6. the laser indirect according to claim 4 or 5 impacts micro-stamping-out automation equipment of lower sheet metal, it is characterized in that: described micro-blanking die (27) is of a size of 20 ㎜ × 10, ㎜ × 30 ㎜, in falling " recessed " word shape, there is the micro-feature structure for being shaped upper face center position, and namely utilizes picosecond laser to process micro-punching and blanking die hole; Mould upper surface diagonal is processed with two screwed holes, micro-blanking die (25) is fastened on mould pad block (24); The shape of die hole is determined according to the part shape that will process, and aperture is up-narrow and down-wide, and the length of die hole is shorter; Micro-blanking die (27) channel section is of a size of 7 ㎜ × 10 ㎜.

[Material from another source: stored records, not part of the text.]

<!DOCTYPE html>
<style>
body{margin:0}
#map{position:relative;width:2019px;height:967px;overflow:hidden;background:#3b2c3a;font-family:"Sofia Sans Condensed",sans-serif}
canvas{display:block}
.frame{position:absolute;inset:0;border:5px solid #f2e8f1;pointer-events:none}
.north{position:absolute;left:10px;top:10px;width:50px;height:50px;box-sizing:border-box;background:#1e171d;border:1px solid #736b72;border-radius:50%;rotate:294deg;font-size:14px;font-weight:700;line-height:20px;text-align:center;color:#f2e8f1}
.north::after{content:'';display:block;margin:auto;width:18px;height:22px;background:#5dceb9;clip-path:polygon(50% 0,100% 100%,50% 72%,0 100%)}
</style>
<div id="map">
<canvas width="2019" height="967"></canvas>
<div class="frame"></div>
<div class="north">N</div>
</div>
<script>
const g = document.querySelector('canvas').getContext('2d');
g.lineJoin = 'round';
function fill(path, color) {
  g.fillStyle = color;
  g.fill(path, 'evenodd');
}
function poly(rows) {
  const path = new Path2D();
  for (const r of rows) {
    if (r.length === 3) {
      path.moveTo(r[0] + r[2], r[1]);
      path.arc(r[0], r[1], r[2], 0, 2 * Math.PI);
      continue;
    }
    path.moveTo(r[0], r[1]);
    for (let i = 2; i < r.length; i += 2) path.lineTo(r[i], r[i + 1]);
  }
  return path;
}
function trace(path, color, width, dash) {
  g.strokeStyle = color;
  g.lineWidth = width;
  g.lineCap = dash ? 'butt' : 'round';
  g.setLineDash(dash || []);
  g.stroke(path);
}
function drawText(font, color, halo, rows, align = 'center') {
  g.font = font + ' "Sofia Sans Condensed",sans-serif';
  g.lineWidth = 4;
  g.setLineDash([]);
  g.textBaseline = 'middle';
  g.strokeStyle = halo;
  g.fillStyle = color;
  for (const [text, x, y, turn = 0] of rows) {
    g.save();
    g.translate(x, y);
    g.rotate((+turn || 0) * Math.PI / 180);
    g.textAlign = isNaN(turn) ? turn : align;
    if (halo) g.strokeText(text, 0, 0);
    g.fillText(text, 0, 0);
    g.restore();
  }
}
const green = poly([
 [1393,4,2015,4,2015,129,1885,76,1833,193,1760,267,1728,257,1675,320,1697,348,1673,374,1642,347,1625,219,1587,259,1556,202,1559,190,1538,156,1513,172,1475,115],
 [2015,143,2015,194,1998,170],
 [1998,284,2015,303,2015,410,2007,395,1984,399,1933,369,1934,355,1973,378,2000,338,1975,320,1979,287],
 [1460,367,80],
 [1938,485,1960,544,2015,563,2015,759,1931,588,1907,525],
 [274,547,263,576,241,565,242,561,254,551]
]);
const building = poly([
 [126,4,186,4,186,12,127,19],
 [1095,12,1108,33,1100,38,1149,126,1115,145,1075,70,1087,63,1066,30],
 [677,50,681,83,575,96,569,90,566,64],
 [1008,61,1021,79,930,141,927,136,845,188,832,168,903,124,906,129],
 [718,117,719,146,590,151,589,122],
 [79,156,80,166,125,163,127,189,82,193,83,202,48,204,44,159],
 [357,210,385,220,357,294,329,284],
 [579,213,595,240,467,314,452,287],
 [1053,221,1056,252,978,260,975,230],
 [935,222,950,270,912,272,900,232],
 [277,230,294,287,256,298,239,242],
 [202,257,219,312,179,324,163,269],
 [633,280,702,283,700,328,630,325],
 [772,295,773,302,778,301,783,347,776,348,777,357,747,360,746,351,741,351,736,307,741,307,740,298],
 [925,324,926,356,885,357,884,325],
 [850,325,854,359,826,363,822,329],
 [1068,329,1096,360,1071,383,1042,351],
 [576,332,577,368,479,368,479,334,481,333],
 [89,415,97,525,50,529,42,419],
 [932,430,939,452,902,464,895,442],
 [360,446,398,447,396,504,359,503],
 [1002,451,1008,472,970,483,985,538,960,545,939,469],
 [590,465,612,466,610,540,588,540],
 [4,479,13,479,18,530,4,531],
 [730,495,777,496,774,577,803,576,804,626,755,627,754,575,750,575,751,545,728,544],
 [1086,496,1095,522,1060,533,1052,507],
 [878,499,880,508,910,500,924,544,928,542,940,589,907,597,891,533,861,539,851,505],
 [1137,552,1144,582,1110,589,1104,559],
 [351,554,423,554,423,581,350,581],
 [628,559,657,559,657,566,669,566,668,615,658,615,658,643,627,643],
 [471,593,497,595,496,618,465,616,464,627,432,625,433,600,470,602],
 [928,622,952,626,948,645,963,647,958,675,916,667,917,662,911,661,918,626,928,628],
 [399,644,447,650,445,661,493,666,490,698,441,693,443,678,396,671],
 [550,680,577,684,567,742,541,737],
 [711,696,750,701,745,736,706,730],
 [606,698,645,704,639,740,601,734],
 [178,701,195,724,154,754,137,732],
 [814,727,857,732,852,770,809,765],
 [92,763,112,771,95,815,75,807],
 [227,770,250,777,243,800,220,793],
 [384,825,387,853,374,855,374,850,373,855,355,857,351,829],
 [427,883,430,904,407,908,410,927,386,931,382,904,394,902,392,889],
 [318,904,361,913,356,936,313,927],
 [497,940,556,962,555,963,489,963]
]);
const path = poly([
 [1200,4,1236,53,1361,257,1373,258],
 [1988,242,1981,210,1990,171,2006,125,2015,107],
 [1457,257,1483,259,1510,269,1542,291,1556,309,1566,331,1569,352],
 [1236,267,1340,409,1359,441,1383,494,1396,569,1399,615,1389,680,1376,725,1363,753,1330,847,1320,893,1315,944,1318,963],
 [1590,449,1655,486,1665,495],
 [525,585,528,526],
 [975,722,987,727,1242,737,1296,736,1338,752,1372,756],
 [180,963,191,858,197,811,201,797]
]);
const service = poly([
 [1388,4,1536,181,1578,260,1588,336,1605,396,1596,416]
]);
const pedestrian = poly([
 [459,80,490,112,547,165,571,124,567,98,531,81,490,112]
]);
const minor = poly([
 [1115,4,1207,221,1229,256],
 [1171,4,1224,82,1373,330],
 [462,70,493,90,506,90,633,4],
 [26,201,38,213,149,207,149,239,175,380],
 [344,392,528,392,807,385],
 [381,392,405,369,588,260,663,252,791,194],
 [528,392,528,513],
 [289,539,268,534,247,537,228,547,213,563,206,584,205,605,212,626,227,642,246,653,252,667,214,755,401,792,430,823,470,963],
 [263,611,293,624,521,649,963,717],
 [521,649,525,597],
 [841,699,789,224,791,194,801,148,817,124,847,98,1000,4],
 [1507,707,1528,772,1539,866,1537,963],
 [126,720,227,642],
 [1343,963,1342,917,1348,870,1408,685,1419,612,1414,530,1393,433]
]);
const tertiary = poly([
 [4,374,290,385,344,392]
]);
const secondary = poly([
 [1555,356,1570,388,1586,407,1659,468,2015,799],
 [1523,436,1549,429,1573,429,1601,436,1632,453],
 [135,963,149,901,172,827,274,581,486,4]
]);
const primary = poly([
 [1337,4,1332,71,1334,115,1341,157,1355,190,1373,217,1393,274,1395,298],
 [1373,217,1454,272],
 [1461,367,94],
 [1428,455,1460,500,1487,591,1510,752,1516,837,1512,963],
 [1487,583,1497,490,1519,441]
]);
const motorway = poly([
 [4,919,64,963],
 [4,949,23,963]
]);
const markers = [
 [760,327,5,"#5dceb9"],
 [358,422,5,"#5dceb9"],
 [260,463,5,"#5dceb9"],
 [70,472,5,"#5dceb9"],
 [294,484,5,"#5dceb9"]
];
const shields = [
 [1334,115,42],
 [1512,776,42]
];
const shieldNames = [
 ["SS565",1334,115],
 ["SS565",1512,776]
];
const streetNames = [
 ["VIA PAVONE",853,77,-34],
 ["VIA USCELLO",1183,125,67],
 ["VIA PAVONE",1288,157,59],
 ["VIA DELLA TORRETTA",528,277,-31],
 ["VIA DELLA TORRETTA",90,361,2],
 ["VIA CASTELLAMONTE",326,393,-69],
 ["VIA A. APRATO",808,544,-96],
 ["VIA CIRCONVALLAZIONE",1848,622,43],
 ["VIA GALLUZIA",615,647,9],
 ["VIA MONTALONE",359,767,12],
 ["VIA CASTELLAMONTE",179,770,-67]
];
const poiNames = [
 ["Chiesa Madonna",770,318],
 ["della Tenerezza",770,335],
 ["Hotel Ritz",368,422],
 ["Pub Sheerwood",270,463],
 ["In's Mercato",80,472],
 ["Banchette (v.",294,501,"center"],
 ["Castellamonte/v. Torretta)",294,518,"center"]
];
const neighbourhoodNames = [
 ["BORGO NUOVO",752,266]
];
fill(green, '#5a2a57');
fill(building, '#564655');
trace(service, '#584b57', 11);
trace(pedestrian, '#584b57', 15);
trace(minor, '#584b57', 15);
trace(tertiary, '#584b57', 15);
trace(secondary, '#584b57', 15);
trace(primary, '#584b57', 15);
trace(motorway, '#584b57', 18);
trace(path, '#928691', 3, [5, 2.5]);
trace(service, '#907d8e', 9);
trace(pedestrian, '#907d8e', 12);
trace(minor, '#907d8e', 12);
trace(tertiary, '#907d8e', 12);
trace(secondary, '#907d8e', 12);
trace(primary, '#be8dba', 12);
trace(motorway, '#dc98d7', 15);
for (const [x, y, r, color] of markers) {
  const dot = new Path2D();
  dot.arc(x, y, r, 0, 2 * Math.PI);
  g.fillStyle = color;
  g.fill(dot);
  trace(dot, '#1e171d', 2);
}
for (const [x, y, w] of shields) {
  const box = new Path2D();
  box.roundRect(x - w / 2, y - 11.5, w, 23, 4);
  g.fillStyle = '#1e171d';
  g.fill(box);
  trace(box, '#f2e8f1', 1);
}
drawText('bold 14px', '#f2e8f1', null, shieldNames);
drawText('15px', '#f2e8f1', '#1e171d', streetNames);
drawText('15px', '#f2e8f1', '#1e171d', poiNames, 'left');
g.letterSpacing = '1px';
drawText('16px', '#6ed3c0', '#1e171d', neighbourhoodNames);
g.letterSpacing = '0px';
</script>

7. laser indirect impacts the micro-blanking method of automation of lower sheet metal, specifically comprises the steps:

Laser is imported automatic forming system by A, use optical fiber (8) from generating laser (9);

B, utilize focusing drawtube (6) adjusting process parameter defocusing amount;

C, restraint layer-film flying integration slice warehouse apparatus (14) saving has tens of pieces of restraint layers-film flying integration slice (15); In each work step, rotating disk multistation device (17) takes out one piece of restraint layer-film flying integration slice (15) at the first station (31) from restraint layer-film flying integration slice warehouse apparatus (14), second station (32) is restraint layer-film flying integration slice deposit station, and one piece of restraint layer-film flying integration slice (15) is also delivered to the upper position of micro-stamping-out workbench (4) by the 3rd station (33) simultaneously; After completing a laser indirect and impacting micro-blanking process of lower sheet metal, rotating disk (17) under the driving of stepper motor rotates, change one piece of new restraint layer-film flying integration slice (15), restraint layer-film flying the integration slice (15) used is sent in restraint layer-film flying integration slice retracting device (16) by the 4th station (34) simultaneously, so completes four station transmission of restraint layer-film flying integration slice (15);

D, when upgrade restraint layer-film flying integration slice (15) be positioned at the 3rd station (33) of rotating disk multistation device (17) time, computer (11) controls varying magnetic field device (1) and produces magnetic field, magnetic attraction force is produced to the chase part of restraint layer-film flying integration slice (15), thus restraint layer-film flying integration slice (15) is compressed downwards, the pressure-pad-force under namely providing laser indirect to impact in the micro-punching process of sheet metal;

E, laser project the centre position of restraint layer-film flying integration slice (15) by focusing drawtube (6), then complete micro-punching process process that laser indirect impacts lower sheet metal;

F, complete a stamping-out after, computer (11) control varying magnetic field device (1) close magnetic fields, thus unloading pressure-pad-force; Rotating disk multistation device (17) turns to next station; Three-dimensional movable chuck (3) holds plate workpiece and realizes feeding; Whole automation process, by computer (11) cooperation control, enters next micro-stamping-out cycle thus.